De uma cajadada matava dois coelhos,
perdoe-se-me a expressão coloquial, pois ele, simpaticamente, me recebeu e me cedeu
alguns dados, dele e, sobretudo, neste caso, do Pai.
Homens arrojados,
valentes, corajosos, estes! Verdadeiros heróis!!! Não é que nunca me tinha
apercebido que o Sr. Capitão António dos Santos tinha naufragado três vezes,
duas delas, seguidas – no Normandie
(1941), no Maria da Glória (1942) e
no Leopoldina (1947)? Demais para um homem só!... Veleiros algo anacrónicos, de
madeira, já antigos, envelhecidos, conduziam a situações destas.
Tive acesso a uma
entrevista que o Capitão tinha dado ao jornal Comércio do Porto, a 7 de Novembro de 1934. Já vai distante, mas António dos Santos, à data, já contava
uma boa dezena de viagens. Li-a com interesse, achei-a curiosa, enaltecedora
dos seus homens, sobretudo, dos de Ílhavo, enternecedora e, espantosamente bem-humorada.
(…) No cais de
Massarelos, tendo estado à descarga, o Santa
Regina, comandado pelo capitão António dos
Santos, oficial sabedor, enérgico, decidido, arcaboiço de lutador dos mares,
homem experimentado nas lides da pesca do bacalhau, é na amurada de bombordo do
seu navio, que o capitão Santos descreve, com a maior simplicidade, em
conversa, a sua viagem deste ano à pesca do fiel amigo (…).
– Têm horas certas de trabalho, os
homens?
– Têm, mas, quando é preciso
aproveitar a maré, aproveita-se.
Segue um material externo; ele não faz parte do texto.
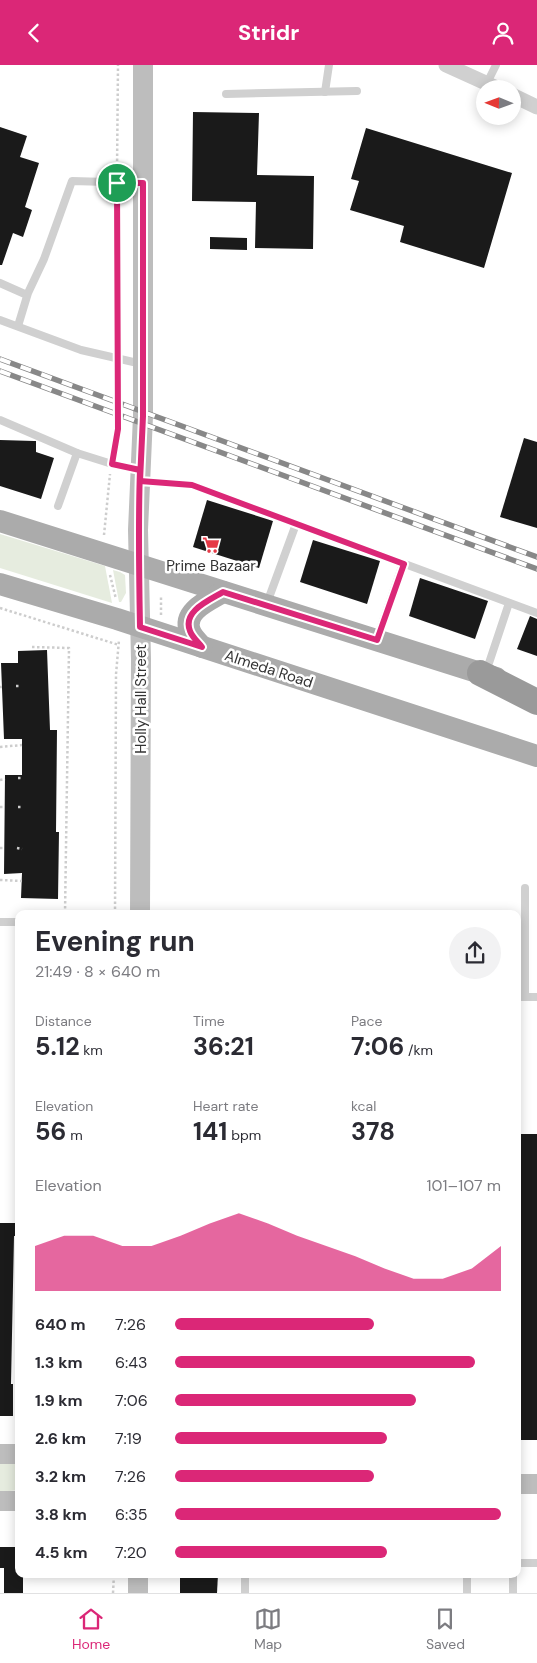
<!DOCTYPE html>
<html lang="en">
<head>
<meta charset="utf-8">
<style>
  body { margin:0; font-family:"DM Sans",sans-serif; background:#f2f2f3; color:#2b2b33; height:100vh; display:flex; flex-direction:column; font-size:19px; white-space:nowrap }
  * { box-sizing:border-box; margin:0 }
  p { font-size:16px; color:#7c7c81 }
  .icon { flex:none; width:28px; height:28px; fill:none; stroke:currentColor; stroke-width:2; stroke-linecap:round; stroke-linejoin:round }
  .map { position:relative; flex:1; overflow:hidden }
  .panel { position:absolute; left:15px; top:845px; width:506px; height:668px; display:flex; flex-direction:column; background:#fff; border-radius:10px; box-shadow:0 2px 12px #0003 }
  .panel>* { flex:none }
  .needle { width:32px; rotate:271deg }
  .controls { position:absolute; left:476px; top:15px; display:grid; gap:10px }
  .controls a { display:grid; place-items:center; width:45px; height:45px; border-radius:50%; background:#fff; box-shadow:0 2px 12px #0003; font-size:25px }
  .pin { position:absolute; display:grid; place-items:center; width:42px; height:42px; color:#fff; margin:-21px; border:2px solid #fff; border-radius:50%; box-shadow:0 1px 5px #0007 }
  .round { display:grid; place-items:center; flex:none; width:52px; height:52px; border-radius:26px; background:#f2f2f3 }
  .head { display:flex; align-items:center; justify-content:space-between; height:85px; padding:0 20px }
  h1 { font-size:28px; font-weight:700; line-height:38px }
  .stats { display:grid; grid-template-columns:repeat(3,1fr); gap:8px; height:85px; padding:5px 20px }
  .stats div { display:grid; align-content:center }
  .stats b { font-size:25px; font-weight:700 }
  .stats small { font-size:14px; font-weight:400 }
  .stats p { font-size:14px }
  .chart { height:140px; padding:10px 20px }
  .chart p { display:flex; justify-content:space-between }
  .chart svg { width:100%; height:90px; margin-top:5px; fill:#db2777; opacity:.7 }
  ul { padding:0 20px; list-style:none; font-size:16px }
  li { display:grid; grid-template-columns:80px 60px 1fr; align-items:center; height:38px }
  li i { height:12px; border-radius:6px; background:#db2777 }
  header { display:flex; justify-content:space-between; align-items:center; height:65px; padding:0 20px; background:#db2777; color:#fff; font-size:22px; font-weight:700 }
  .dock { display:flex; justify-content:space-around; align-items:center; height:70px; border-top:1px solid #e1e1e2; background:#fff; font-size:14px; color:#7c7c81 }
  .dock a { display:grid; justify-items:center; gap:2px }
  .dock .current { color:#db2777 }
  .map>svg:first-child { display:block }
</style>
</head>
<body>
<header><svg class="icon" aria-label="back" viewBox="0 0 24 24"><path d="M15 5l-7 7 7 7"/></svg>Stridr<svg class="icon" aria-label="person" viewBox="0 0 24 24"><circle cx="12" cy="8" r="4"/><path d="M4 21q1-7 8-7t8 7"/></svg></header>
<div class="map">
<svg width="537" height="1528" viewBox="0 0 537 1528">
  <rect width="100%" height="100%" fill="#fff"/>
  <g fill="#e6ecdf">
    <path d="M0,469L105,501L112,538L0,503Z"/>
    <path d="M113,505L120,507L125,510L126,528L121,537H119Z"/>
    <path d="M0,1396H19V1425L0,1427Z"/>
  </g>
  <g fill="#1a1a1a">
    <path d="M193,47L259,48L257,110L314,111L313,184L255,183L256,137L192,136Z"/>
    <path d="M0,62L27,71L20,92L39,98L25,142L32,145L23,172L13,168L2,200H0Z"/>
    <path d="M366,63L512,108L484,203L400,177L404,161L350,145L359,116L351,114Z"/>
    <path d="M210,172L247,173V185L210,184Z"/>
    <path d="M524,373L537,377V463L500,452Z"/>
    <path d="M0,375L34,376H36V387L54,393L41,434L0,421Z"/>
    <path d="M207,435L273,456L259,503L193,482Z"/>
    <path d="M313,475L380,496L367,539L300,517Z"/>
    <path d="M420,513L488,536L475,574L409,551Z"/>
    <path d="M530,551L537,554V591L517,584Z"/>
    <path d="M47,585L50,665H57L56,767H59L58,834L21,833L22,808L4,809L5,710H22V674H4L1,598H18V586Z"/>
    <rect x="518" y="1069" width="19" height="306"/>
    <path d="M0,1158H19V1171H14L11,1319H13V1351H0Z"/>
    <path d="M0,1482H19V1509H23V1528H4V1503H0Z"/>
    <path d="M180,1509H218L217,1528H180Z"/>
  </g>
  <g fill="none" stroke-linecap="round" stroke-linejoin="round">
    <g stroke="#cdcdcd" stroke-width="2.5" stroke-dasharray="2.5 2.5" stroke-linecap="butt">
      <path d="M117,106L118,0"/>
      <path d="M117,127V284"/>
      <path d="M113,388L118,365V304"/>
      <path d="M104,470L110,409"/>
      <path d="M110,510L116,534"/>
      <path d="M0,543L119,580"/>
      <path d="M161,550V530"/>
      <path d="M32,582L69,583L65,849"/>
      <path d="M16,621H19"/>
      <path d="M0,622H2"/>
      <path d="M0,682L22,680"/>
      <path d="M18,713H22"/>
      <path d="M0,715L5,714"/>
      <path d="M0,742H5"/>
      <path d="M18,742H22"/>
      <path d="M0,783H4"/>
      <path d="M17,783L22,784"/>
      <path d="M0,815L22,816"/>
      <path d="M115,849L116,609L119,575"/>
      <path d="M113,1528L114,1509"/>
    </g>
    <g stroke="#d0d0d0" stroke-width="8">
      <path d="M487,18L496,0"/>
      <path d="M325,27L329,0"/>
      <path d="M226,29L357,26"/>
      <path d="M0,218L27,230"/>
      <path d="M0,255L81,285L142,299"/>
      <path d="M18,261L28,228L44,194L72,116L143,118"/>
      <path d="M0,355L77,388"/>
      <path d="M142,417L192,420L537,548"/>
      <path d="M58,441L77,388L112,399L140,405"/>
      <path d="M267,538L296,459"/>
      <path d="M377,573L403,499"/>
      <path d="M486,607L509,538"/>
      <path d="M0,857H19"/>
      <path d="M518,932H537"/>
      <path d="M525,932V823"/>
      <path d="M518,1498H537"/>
      <path d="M245,1528V1509"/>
      <path d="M467,1528V1509"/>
      <path d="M513,1528V1509"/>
    </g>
    <g stroke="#d0d0d0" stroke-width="15">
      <path d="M446,0L499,24"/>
      <path d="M512,30L537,42"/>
    </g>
    <g stroke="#bdbdbd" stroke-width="20">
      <path d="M140,849L141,594L138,465L143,351V0"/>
      <path d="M0,1389H19"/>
      <path d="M518,1419H537"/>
      <path d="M0,1436H19"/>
      <path d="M138,1528V1509"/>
    </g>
    <g stroke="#ababab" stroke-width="22">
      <path d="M0,456L496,613"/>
      <path d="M0,519L117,554L537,691"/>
      <path d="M202,582C198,577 192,572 190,566C182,546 210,535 223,527"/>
    </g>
    <path stroke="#9a9a9a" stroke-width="26" d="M480,608L537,637"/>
    <g stroke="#888" stroke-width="5.5">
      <g id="rail">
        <path d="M0,294L537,492"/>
        <path d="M0,306L537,504"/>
      </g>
    </g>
    <use href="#rail" stroke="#fff" stroke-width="4" stroke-dasharray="11" stroke-linecap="butt"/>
  </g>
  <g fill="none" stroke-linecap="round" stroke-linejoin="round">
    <g stroke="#fff" stroke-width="10">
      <path id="route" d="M117,118L118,364L112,399L140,405C138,458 139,509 140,562L202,582C198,577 192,572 190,566C182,546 210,535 223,527L377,575L404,499L192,420L140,416C141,395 142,373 143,351V118H117"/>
    </g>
    <use href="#route" stroke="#db2777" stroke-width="6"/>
  </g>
  <defs>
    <g id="supermarket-bare" transform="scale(1.35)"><path d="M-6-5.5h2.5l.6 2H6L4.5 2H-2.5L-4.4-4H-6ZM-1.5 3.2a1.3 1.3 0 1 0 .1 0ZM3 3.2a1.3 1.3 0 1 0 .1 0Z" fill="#e63946" stroke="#fff" stroke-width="2.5" paint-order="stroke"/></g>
  </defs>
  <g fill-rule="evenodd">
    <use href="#supermarket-bare" x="211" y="480"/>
  </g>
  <g text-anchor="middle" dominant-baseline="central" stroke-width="5" stroke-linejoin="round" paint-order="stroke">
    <g font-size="15" fill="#333" stroke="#fff">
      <text x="211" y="501">Prime Bazaar</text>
    </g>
    <g font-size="15" fill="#333" stroke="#fff">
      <text transform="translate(269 604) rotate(18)">Almeda Road</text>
      <text transform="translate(141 634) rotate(-90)">Holly Hall Street</text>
    </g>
  </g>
</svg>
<div class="controls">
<a><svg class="needle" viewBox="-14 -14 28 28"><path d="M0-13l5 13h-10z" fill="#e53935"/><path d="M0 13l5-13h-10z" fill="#7c7c81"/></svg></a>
</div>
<div class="pin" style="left:117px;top:118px;background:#1e9e55"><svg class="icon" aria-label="arrive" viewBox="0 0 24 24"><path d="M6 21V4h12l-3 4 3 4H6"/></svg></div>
<section class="panel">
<div class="head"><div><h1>Evening run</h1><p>21:49 · 8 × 640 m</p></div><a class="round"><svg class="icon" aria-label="share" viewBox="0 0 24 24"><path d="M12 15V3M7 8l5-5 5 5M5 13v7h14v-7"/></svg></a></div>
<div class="stats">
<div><p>Distance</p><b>5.12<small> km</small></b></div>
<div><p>Time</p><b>36:21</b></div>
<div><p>Pace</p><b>7:06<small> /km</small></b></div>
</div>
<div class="stats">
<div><p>Elevation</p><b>56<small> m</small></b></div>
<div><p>Heart rate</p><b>141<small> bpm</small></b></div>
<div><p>kcal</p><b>378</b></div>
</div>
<div class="chart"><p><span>Elevation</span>101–107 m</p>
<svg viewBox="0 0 160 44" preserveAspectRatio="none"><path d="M0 44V22L10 17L20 17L30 22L40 22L50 17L60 11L70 6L80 11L90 17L100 22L110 27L120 33L130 38L140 38L150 33L160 22V44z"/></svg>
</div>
<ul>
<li><b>640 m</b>7:26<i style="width:61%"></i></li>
<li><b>1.3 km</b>6:43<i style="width:92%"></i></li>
<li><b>1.9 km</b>7:06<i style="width:74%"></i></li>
<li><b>2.6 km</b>7:19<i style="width:65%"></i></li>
<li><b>3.2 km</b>7:26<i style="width:61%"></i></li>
<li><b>3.8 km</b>6:35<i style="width:100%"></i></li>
<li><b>4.5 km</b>7:20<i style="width:65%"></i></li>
</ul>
</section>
</div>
<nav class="dock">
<a class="current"><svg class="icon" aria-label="home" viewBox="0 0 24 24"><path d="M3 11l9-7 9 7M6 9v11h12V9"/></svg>Home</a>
<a><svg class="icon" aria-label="map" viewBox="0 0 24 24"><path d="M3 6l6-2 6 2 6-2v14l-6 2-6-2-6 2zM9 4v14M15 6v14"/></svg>Map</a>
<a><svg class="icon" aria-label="saved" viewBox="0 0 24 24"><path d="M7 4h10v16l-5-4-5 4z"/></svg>Saved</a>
</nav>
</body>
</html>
É para benefício de todos…
– E demais, como é sempre dia… na
Gronelândia (…).
Uma faina de mil diabos, esta vida!
Ninguém imagina os trabalhos que a gente passa, quando comem, regaladamente,
uma posta de bacalhau assado ou um prato de bacalhau à Gomes de Sá…
– As montanhas de gelo são lá
frequentes, capitão?
– São, sim, senhor. Os icebergues, frequentes
e perigosos (…). Vê acolá aquela racha? – e aponta uma enorme fenda aberta no
cobre do casco. Aquilo foi, só, de roçar por um campo de gelo. Uma manobra
demorada demais para o evitar.
– E como procurar evitar esse
perigo?
– É conforme. Em último recurso,
entregamo-nos à Providência – concluiu o capitão – que desta vez, como de
tantas outras, foi a nossa boa protectora
– É certo os esquimós visitarem os
vossos navios?
– Eu não os vi, pois pesquei a 64
graus. Mas, aos que fundeiam mais para o Norte, a 68 graus, têm aparecido, a
trocar peles de animais por aguardente. O meu colega do Viajante 2º, que pescou pelas alturas da ilha de Disko, teve este
ano, a bordo, a visita de seis mulheres esquimós.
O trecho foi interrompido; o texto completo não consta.